In the United States, political analysts and late-night television comedians have been talking about truth and lies, in light of the recent political convention. They accuse some convention speakers of hyperbole, misrepresentation, and blatant lying. Politicians and their spokespersons have been defending or talking around the misstatements, saying their goals for the country override concerns about the facts.
I do not mean to get into politics here, of course. But I am considering to what extent hyperbole, misrepresentation, and lying have worked their way into business writing. What do you think?
On a recent Friday evening, I had a serious problem with my website. I was glad to read online that the site registry's service department was open 24/7. When I phoned and emailed about the problem, however, I learned that no service technicians were available until Monday morning. Was “24/7 service" a hyperbole?
A while ago I viewed an acquaintance’s new website. When I complimented him on the testimonials he had received from clients, he told me he had written them—using words his clients would have said if he had asked them. Misrepresentation or blatant lying?
An employee in a business writing class told me that when she needs an excuse for a tardy email response, she simply tells the email recipient that the company’s servers had been down. Blatant lying.

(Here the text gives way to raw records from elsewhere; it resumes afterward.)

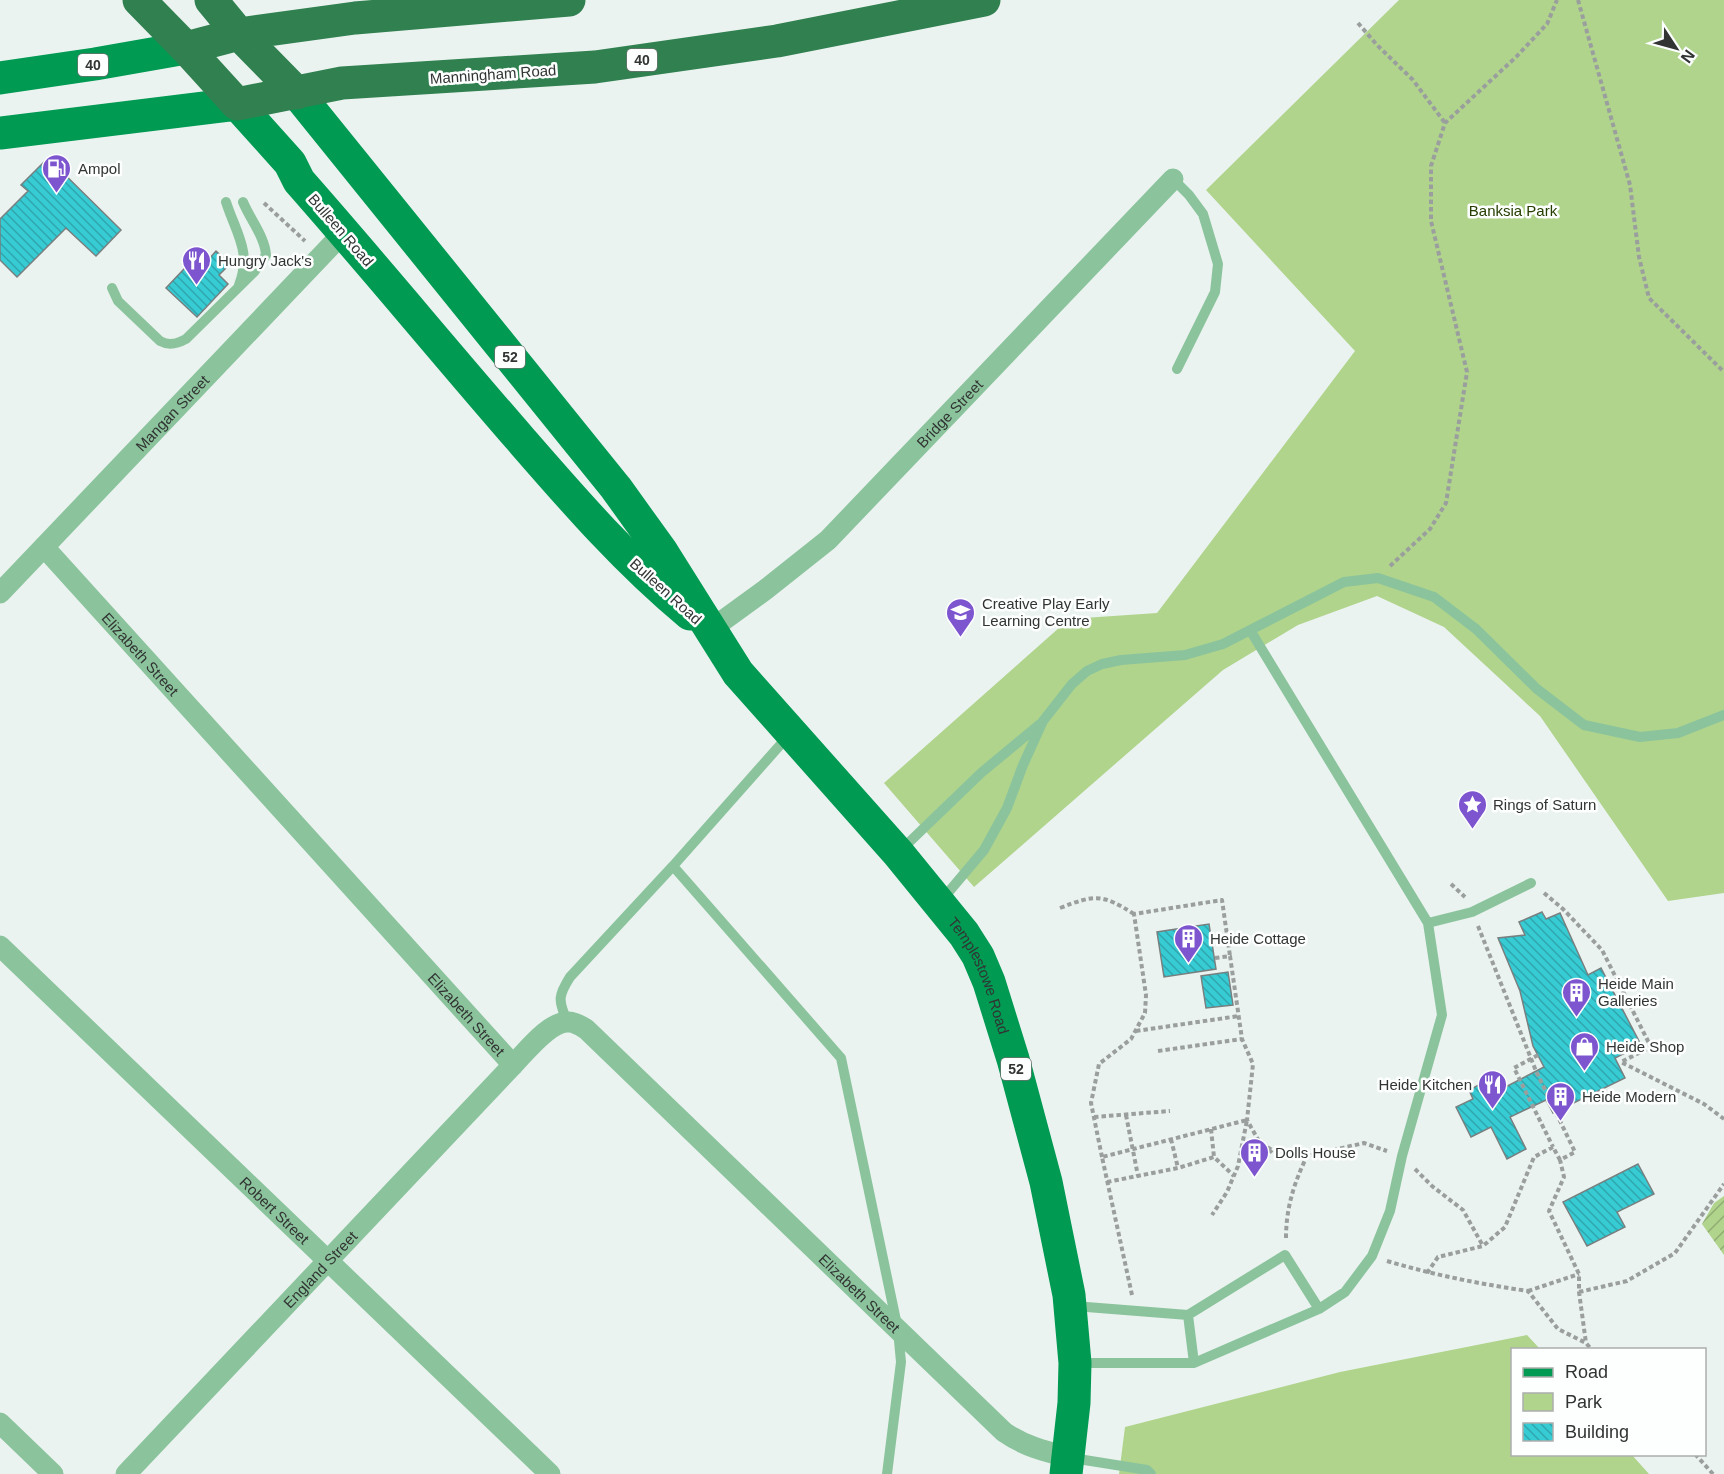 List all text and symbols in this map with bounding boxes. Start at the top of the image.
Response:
north arrow [1646,18,1706,78]
text: N [1677,47,1698,66]
road number: 40 [627,49,657,71]
road number: 40 [78,54,108,76]
street label: Manningham Road [429,61,557,87]
fuel station icon: Ampol [41,152,73,194]
place label: Ampol [78,160,121,177]
street label: Bulleen Road [305,190,377,270]
park label: Banksia Park [1469,202,1558,219]
restaurant icon: Hungry Jack's [181,244,213,286]
place label: Hungry Jack's [218,252,312,269]
road number: 52 [495,346,525,368]
street label: Mangan Street [132,371,212,454]
street label: Bridge Street [913,375,986,451]
street label: Bulleen Road [627,555,705,627]
place label: Creative Play Early Learning Centre [982,595,1110,629]
school or university icon: Creative Play Early Learning Centre [945,596,977,638]
street label: Elizabeth Street [99,609,183,699]
place icon: Rings of Saturn [1456,788,1488,830]
place label: Rings of Saturn [1493,796,1596,813]
street label: Templestowe Road [945,913,1013,1036]
building icon: Heide Cottage [1173,922,1205,964]
place label: Heide Cottage [1210,930,1306,947]
street label: Elizabeth Street [425,969,509,1060]
place label: Heide Main Galleries [1598,975,1674,1009]
building icon: Heide Main Galleries [1561,976,1593,1018]
shop icon: Heide Shop [1569,1030,1601,1072]
place label: Heide Shop [1606,1038,1684,1055]
road number: 52 [1001,1058,1031,1080]
restaurant icon: Heide Kitchen [1477,1068,1509,1110]
place label: Heide Kitchen [1379,1076,1472,1093]
building icon: Heide Modern [1545,1080,1577,1122]
place label: Heide Modern [1582,1088,1676,1105]
building icon: Dolls House [1238,1136,1270,1178]
place label: Dolls House [1275,1144,1356,1161]
street label: Robert Street [237,1173,314,1247]
street label: England Street [280,1227,361,1311]
street label: Elizabeth Street [816,1250,904,1336]
legend [1511,1348,1706,1456]
text: Road [1565,1362,1608,1382]
text: Park [1565,1392,1603,1412]
text: Building [1565,1422,1629,1442] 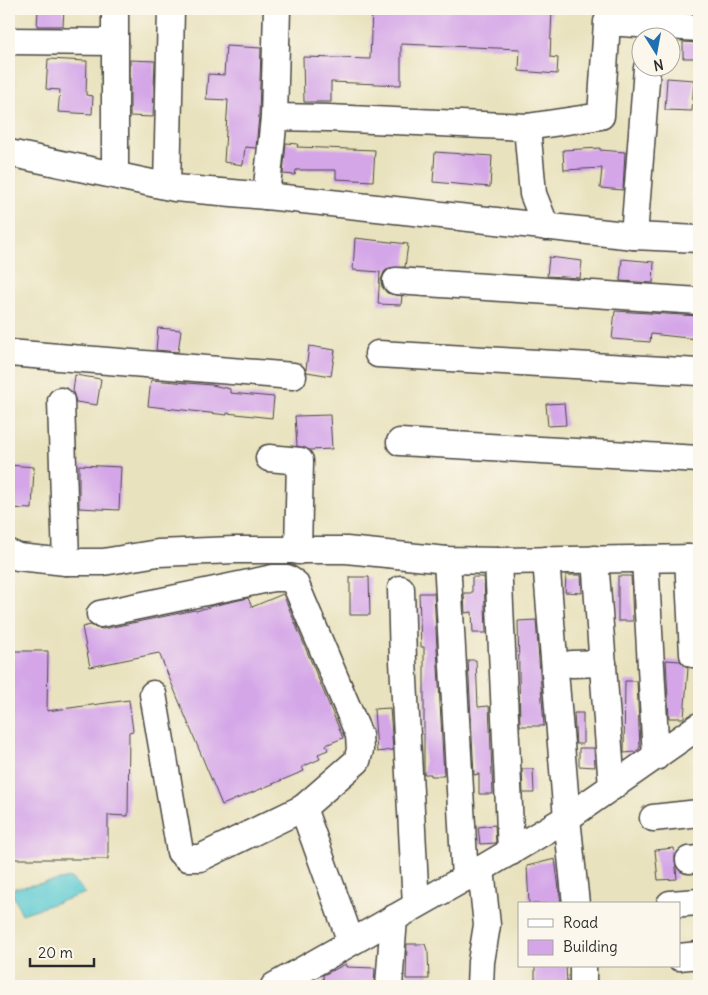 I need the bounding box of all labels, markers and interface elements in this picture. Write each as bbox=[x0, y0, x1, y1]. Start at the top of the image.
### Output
north arrow bbox=[630, 28, 680, 78]
text: N bbox=[652, 55, 665, 75]
legend bbox=[518, 902, 680, 968]
text: Road bbox=[563, 913, 598, 932]
scale bar bbox=[30, 935, 94, 967]
text: Building bbox=[563, 937, 618, 956]
text: 20 m bbox=[38, 943, 73, 962]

It appears that the goals of these writers overrode their concerns about the truth. Yet in each case, my regard for the company or the individual plummeted. In the case of the site registry, I am looking for a new one—not because of the technical problem but because of the 24-7 misrepresentation.
How widespread are exaggeration, misrepresentation, and outright lies in business writing? Do you suspect or see them in the pieces you read? How do you react to them?